• Exercise prompt:
In the records below, which lines include "edge"? Copy them.

• Records provided:
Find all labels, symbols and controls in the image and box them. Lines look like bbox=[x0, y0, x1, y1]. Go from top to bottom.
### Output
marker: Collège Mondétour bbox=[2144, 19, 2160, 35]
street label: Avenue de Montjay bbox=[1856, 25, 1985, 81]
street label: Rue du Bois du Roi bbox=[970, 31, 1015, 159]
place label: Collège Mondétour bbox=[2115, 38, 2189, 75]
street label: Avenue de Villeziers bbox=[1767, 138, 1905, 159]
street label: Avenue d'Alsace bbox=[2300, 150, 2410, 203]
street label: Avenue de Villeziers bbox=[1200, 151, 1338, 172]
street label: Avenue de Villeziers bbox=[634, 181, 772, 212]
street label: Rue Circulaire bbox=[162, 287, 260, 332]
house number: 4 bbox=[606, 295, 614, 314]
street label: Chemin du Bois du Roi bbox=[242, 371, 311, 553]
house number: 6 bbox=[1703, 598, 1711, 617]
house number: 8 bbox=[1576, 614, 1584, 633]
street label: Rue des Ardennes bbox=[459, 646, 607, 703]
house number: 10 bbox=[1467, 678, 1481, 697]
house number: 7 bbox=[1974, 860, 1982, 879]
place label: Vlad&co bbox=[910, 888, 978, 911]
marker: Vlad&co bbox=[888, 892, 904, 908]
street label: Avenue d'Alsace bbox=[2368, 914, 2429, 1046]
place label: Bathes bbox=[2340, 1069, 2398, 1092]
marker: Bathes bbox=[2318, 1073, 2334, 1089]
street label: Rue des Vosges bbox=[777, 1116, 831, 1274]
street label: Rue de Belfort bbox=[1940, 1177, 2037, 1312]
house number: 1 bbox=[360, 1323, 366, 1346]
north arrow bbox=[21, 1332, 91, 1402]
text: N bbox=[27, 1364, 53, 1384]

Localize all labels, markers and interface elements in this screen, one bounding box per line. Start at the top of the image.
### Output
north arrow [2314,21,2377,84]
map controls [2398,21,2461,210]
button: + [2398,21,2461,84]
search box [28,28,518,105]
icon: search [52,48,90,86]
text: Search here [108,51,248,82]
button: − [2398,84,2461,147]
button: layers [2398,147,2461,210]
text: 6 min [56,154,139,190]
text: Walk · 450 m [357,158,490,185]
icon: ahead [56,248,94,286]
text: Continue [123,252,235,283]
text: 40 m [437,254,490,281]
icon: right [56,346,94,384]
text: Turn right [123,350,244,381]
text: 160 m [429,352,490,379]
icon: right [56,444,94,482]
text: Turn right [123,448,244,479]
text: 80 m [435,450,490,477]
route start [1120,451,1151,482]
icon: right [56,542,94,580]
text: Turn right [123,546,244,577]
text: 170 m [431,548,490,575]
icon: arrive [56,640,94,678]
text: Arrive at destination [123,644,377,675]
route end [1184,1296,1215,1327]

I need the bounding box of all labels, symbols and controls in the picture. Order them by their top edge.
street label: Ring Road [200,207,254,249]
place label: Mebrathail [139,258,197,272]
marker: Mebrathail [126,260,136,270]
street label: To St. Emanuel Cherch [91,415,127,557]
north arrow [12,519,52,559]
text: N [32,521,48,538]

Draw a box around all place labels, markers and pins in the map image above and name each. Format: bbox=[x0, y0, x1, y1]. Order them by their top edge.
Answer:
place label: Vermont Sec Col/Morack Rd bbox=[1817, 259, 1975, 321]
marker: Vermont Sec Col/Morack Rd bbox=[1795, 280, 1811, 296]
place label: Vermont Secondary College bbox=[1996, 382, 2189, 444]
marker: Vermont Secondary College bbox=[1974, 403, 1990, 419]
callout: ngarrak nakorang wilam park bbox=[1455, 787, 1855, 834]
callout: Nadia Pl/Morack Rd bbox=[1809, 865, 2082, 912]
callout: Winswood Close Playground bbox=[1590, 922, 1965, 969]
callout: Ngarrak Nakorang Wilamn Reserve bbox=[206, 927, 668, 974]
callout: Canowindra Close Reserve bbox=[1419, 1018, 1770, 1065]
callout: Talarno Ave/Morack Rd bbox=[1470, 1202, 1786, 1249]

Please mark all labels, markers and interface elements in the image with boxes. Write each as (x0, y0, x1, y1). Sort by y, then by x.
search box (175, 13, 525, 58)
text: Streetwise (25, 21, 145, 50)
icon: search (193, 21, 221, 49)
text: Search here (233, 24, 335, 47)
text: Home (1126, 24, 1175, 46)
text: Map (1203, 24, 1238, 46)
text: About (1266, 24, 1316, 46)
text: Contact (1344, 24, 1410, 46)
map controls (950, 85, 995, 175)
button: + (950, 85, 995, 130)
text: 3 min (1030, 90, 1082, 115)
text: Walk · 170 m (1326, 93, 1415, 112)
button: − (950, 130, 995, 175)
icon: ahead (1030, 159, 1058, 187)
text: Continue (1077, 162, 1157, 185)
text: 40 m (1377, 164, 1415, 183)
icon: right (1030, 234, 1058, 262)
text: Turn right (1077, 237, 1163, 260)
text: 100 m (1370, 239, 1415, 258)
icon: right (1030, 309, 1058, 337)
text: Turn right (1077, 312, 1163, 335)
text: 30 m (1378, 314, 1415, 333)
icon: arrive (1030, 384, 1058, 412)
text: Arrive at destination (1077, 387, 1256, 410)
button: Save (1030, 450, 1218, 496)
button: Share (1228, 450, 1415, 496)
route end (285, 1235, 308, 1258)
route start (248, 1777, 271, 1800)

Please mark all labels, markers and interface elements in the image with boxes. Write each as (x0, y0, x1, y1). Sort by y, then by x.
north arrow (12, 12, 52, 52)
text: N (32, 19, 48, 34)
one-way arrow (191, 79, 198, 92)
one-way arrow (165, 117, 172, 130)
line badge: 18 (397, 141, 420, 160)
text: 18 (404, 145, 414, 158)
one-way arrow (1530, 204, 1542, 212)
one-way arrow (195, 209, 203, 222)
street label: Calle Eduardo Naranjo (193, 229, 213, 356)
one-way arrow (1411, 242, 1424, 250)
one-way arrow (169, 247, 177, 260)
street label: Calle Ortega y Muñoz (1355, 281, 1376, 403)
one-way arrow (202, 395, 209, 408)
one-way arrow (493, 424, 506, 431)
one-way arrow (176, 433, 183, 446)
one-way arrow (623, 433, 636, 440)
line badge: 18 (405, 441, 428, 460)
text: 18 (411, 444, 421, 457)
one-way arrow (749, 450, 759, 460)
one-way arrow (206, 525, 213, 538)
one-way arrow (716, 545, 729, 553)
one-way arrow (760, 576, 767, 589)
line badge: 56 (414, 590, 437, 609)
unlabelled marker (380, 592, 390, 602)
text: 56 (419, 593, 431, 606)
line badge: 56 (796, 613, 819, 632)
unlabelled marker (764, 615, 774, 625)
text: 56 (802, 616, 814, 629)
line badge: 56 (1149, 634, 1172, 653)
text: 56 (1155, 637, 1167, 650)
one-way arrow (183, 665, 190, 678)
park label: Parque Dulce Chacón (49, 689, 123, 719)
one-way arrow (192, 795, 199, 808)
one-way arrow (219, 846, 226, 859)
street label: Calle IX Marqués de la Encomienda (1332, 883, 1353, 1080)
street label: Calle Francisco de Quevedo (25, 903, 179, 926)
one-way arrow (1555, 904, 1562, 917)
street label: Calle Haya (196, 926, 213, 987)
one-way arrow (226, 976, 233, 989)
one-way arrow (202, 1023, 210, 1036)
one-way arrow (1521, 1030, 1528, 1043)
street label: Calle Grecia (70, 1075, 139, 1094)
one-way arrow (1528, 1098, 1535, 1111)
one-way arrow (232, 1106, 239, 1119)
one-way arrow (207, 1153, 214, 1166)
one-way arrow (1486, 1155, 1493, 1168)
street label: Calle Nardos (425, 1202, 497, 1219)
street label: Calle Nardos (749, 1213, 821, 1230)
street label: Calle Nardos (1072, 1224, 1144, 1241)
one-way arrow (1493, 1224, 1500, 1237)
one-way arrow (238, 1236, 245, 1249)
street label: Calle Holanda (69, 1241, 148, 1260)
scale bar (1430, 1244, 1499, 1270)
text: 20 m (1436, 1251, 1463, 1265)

• The completed task:
I need the bounding box of all labels, symbols and controls in the picture. Order them by their top edge.
Draw a box around all place labels, markers and pins in the map image above and name each. Format: bbox=[x0, y0, x1, y1]. Order them by their top edge.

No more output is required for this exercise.